つまり、結局のところ、お金があってもなくても人やその関係をダメにするのではないかと思うに至った。

それで改めてお金って何なん????という迷路に落ち込んでしまったのだ。

便利なツールのはずがあまりにも翻弄されすぎではないのか、人間よ。

お金持ちじゃないわたしがいつも思うのは、そんなにお金は回っていないぞ、何やら上の方でしか回っていないぞ、ということ。少ないお金しかない弱者用の社会ではその取り合いで、椅子取り競争みたいな弱肉強食が展開されており、そこにわたしのような障がい者の身を置くところはないに等しい。結局いつもアウトサイダーだなあと思い知らされるのである。

妻で母親のアビーがヘルパーとして訪問するのは日本と変わらない人たちの家である。支援の制度的な行き届かなさも非常に似ている。雇用条件の特殊性もほぼ同じである。そのシーンのいちいちで、当事者がこうしてくれたらいいのに、ということをやんわりと断る姿はとても他人の家のシーンとは思えないリアルさがあった。そこの空間にもやはりそこにはいない強者の支配が見える。制度はどうしても社会的強者が作り、彼らの支配したいようにできている。そこに現場の弱者の声が届くには遠すぎるのだ。


話は変わるが、そもそもわたしは人生においてゴールをあまり重要視しない。そこへ至る道の「途中」という感覚がとても好きである。

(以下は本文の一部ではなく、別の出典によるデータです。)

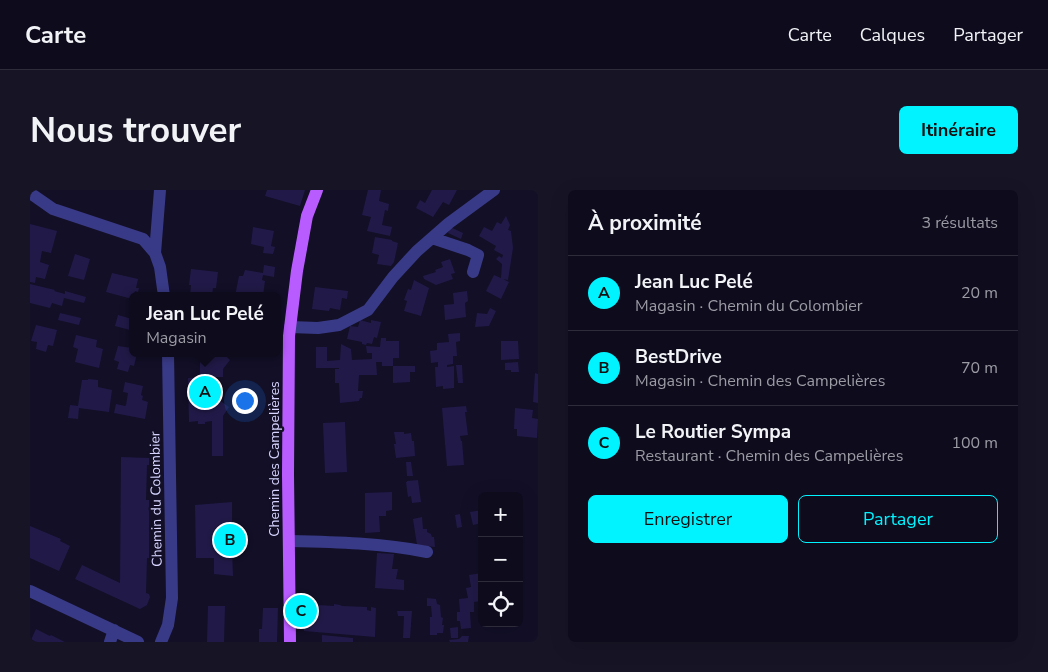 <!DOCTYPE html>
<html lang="fr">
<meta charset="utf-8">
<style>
:root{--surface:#0e0b1d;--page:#171426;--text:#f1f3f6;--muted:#9b9ba4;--line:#2e2b3b;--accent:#01f3ff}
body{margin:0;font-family:"Nunito Sans",sans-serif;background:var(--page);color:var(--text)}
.controls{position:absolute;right:15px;bottom:15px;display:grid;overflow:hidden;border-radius:8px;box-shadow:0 5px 20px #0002}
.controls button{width:45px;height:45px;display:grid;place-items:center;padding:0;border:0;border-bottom:1px solid var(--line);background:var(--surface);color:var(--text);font:25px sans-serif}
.you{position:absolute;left:214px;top:210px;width:18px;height:18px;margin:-12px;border:4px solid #fff;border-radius:50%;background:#1a73e8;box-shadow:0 0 0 8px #1a73e833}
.badge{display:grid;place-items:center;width:32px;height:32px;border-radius:50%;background:var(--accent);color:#111;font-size:16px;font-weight:700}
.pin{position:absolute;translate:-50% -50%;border:2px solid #fff;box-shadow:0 1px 5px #0006}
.popup{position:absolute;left:99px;top:102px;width:152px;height:65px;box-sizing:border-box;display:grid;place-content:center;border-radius:8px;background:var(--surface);filter:drop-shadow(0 1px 4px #0005);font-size:16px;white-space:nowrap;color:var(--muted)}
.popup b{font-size:19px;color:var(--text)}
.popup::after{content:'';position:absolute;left:50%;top:100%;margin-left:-10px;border:10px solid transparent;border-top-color:var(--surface)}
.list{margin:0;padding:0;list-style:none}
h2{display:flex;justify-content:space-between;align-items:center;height:65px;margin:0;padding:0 20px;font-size:21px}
h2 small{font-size:16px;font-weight:400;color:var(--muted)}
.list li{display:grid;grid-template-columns:32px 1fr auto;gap:15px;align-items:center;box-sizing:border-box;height:75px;padding:0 20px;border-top:1px solid var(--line)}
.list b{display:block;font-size:19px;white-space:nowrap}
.list p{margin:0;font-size:16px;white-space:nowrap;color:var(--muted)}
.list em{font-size:16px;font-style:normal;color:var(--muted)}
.actions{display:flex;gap:10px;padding:15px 20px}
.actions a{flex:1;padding:11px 0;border:1px solid var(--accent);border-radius:8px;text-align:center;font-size:18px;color:var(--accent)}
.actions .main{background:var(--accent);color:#111}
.icon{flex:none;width:28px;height:28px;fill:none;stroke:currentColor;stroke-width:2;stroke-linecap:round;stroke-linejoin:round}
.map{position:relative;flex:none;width:508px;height:452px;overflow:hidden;border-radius:8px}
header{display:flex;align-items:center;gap:30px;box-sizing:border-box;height:70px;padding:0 25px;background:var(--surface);border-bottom:1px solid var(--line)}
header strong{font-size:24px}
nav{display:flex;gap:28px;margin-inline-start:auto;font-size:18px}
.intro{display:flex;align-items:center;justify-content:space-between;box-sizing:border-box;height:120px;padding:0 30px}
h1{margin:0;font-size:35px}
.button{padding:12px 22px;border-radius:8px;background:var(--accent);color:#111;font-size:18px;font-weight:700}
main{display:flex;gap:30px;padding:0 30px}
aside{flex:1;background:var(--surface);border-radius:8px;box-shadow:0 5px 20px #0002}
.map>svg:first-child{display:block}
.building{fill:#211a48}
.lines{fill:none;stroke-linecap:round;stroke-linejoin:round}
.minor{stroke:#393a87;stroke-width:12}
.major{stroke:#b95cff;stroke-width:12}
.labels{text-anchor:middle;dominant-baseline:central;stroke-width:4.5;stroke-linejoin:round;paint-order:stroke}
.street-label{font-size:14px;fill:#d7d5ff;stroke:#120f27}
</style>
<header>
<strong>Carte</strong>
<nav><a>Carte</a><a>Calques</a><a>Partager</a></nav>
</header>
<div class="intro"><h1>Nous trouver</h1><a class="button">Itinéraire</a></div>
<main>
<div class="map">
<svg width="508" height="452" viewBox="0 0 508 452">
<rect width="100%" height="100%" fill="#120f27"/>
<path class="building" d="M237,0H275L270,16L235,6Z
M338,0H351L349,11L359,14L358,21L355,20L352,35L362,37L360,46L337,41L341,27L332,25Z
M402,0H427L419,15L413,12L403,27L386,18L390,10L395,13Z
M476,26L480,35L478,40L481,41L483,58L478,90L473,89L479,92L471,109L456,101L464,85L471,88L472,74L466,69L469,66L472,68L473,65L464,60L466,56L449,46L454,37L462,41L467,32L471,34Z
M0,34L27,41L21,63L12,61L10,72L19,75L15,89L6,87L5,93L0,92Z
M223,37L244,41L241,56L245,57L243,64L233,63L234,57L221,54Z
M420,37L433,43L431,49L418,43Z
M345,47L362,50V51L368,53L364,72L361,76L347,74L349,65L342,63Z
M45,64L60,69L54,90L38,86Z
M420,69L425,83L421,84L423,89L406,95L394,89L393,86L406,82L405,80L413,77L411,72Z
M234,75L245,77L244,87L233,85L232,90L235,91L233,106H205L209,86H213L215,80L233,83Z
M161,79L188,82L186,98H183L182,106H160L161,95H159Z
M82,83L108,89L106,98H109L108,102L105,101L104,106H102V109L76,102Z
M384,90L399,98L391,126L374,121L377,111L374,110L378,99L381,100Z
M0,94L25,100L24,101L35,104V101L56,107L54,113L34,108L32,116L22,113L20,118L0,113Z
M285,97L318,101L317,109L312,108L310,120L300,118L299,121L282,119Z
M437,101L438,111L435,113L436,127L415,130L414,115L424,114L423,103Z
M460,118L466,121L459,136L445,137L447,123L457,124Z
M30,123L51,128L49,135L28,130Z
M88,125L102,129V146L99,145L100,140L85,136Z
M330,130L341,133V130L351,132L347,148L344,147L342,154L337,153L336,155L332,154V152L317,149L320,136L328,137Z
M6,135L27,140L23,156L18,155L16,162L6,159L7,152L1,151Z
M430,143V151L426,152L427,166H423V174L417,175V177L424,176V198L413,199V196L406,197L405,177H408V172L401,173L400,161L407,160V153L419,152L418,144Z
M46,145L67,150L66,157L73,159L69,178L45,172L48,159L43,157Z
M351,148H356V151H369V168H363V176H352V172H346L347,185H329L328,201H333L332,208H330L329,211L310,213L309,193H305V179H309V178H286V157H297V171L310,170L311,154L321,159L322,170L342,169V163H337L336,156L350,157Z
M471,151H488L489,169L471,170Z
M88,156L102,158V163H107L104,176L100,175L98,182L87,179L89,172L84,170Z
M170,163H193L200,170L193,179V187H182L183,206L199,217L193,226V266H182V231L175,232V234H168V231L159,232L158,188L170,187Z
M488,172L489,182H481V180H475V173Z
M426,175H432L433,193H428Z
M363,176H385V182H380V192L363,193Z
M505,183L508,184V213L503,212Z
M58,189L68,190V197L82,200L79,222L49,218L48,229L38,228L40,215L48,216L52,190H58Z
M95,192L113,196L111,205L113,206L112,210L118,212L115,229L84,223L86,214L95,216L96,215L98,203L93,202Z
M436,216L437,222H435L438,245L430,246L431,251H432L434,275L417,276L412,218Z
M485,218L503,220L502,228L508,229L507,248L487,246V239H484Z
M315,232L317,282L295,283L293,233Z
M364,242H374V244L381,243L382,251H384L385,266L366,268L364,254H366Z
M91,267L119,268V275H117L116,310H119V368H117L116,403L119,404L120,407L117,415L110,419L45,389L52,375L90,393Z
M376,272H381L383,286H377Z
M388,290L391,312L382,313L381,306L378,307L376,292H377V291Z
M362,302V320L356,321V326H349L350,342L335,343V303Z
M202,312V339L205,347L202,359L203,386L184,384V368H166L165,315Z
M452,320V333L443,335L440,322Z
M430,324L432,337L427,338L425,325Z
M392,327L393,339H397V342L401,344L402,347H404L405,357L387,355L383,329Z
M0,336L31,349L30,351L40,356L29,381L0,368Z
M347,363L364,364L362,379H368L366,389L374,390V400L345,398Z
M452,383V411L444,412V422H440L441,438L431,439L430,431H427V422H430L429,409L438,408L436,398L441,397L439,385Z
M397,408L406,409L407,414L410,415L411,427L413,428L412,435H414L413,443H407V445H400V427H402L401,416H397Z
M284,414H288V415L304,416V414L310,415L312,416L337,417V420L341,421V417L346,418L345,447L274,441L273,427H272L274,415H284Z
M178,416H195L194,452H177Z
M233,418H248L247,452H229V439H232Z
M367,421H382L380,448H373L374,426H368Z
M428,437V448H421L420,438Z
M6,439L20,446L21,445L35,452H0Z
M292,445L323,448V452H292Z
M432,446H439L438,452H420L419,450L429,449Z"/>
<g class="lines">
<path class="minor" d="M0,3L23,19L113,49L125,63L130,77L134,106
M402,48L438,60L448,65L443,82
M125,63L130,0
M260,137L288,138L309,135L338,120L363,87L387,61L419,33L464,0
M259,351C305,352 352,353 397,362
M0,401L108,452
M80,452L84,440
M131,452L138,435L142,408L138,163"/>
<path class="major" d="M260,452L258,284L259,146L267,81L277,26L287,0"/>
</g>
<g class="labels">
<g class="street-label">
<text transform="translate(244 269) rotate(-90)">Chemin des Campelières</text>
<text transform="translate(126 309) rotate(-91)">Chemin du Colombier</text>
</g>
</g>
</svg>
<div class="controls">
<button>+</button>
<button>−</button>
<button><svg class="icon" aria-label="locate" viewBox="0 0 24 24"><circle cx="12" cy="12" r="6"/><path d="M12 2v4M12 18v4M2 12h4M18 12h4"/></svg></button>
</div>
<div class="you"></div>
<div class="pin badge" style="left:175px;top:202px">A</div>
<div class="popup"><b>Jean Luc Pelé</b>Magasin</div>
<div class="pin badge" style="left:200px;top:350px">B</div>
<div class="pin badge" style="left:271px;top:421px">C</div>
</div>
<aside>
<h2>À proximité<small>3 résultats</small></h2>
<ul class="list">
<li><span class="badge">A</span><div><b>Jean Luc Pelé</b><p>Magasin · Chemin du Colombier</p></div><em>20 m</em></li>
<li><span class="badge">B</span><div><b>BestDrive</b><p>Magasin · Chemin des Campelières</p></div><em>70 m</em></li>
<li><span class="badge">C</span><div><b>Le Routier Sympa</b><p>Restaurant · Chemin des Campelières</p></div><em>100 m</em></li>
</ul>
<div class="actions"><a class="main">Enregistrer</a><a>Partager</a></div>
</aside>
</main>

いかにその途中でたくさんのことを知るか、感じるかが大切だと思っている。

この映画の途中、夫婦の会話で父親の「どうしてこうなったんだ?」という台詞がある。

一生懸命生きているだけなのに、どうしてこんなことになるのだということはわたしにもしょっちゅうある。どこで間違えたというのか?何がいけなかったのか?…

ただあまりにもいちいちの場面の知識のところで無防備すぎた。その知識を得る機会がなかったということなのだろう。その度学ぶしかないのだ。

知識は時にとても有効なツールになる。災いを避け、失敗を防ぐ。成功への勇気にもなる。

リッキーやアビーは日々の生活に必死でしかないのかもしれないけれど、知識を得ることは彼らには何より必要だ。子どもたちにももちろんのこととして。

そういう意味において、この家族もその悪運を乗り越えるパイオニアである。

その先にある幸せを絶対に掴み取るものたちであると信じて足掻くのだ。

その途中で漠然とした不安にも立ち向かえるものを今後身につけてほしいとおもった。

金と違う「知識や経験」を武器にして、いつも強くしなやかであってもらいたい。

だから彼らもきっときっと乗り越えると信じたいと強く思った。

そう信じなきゃやってられない映画だった。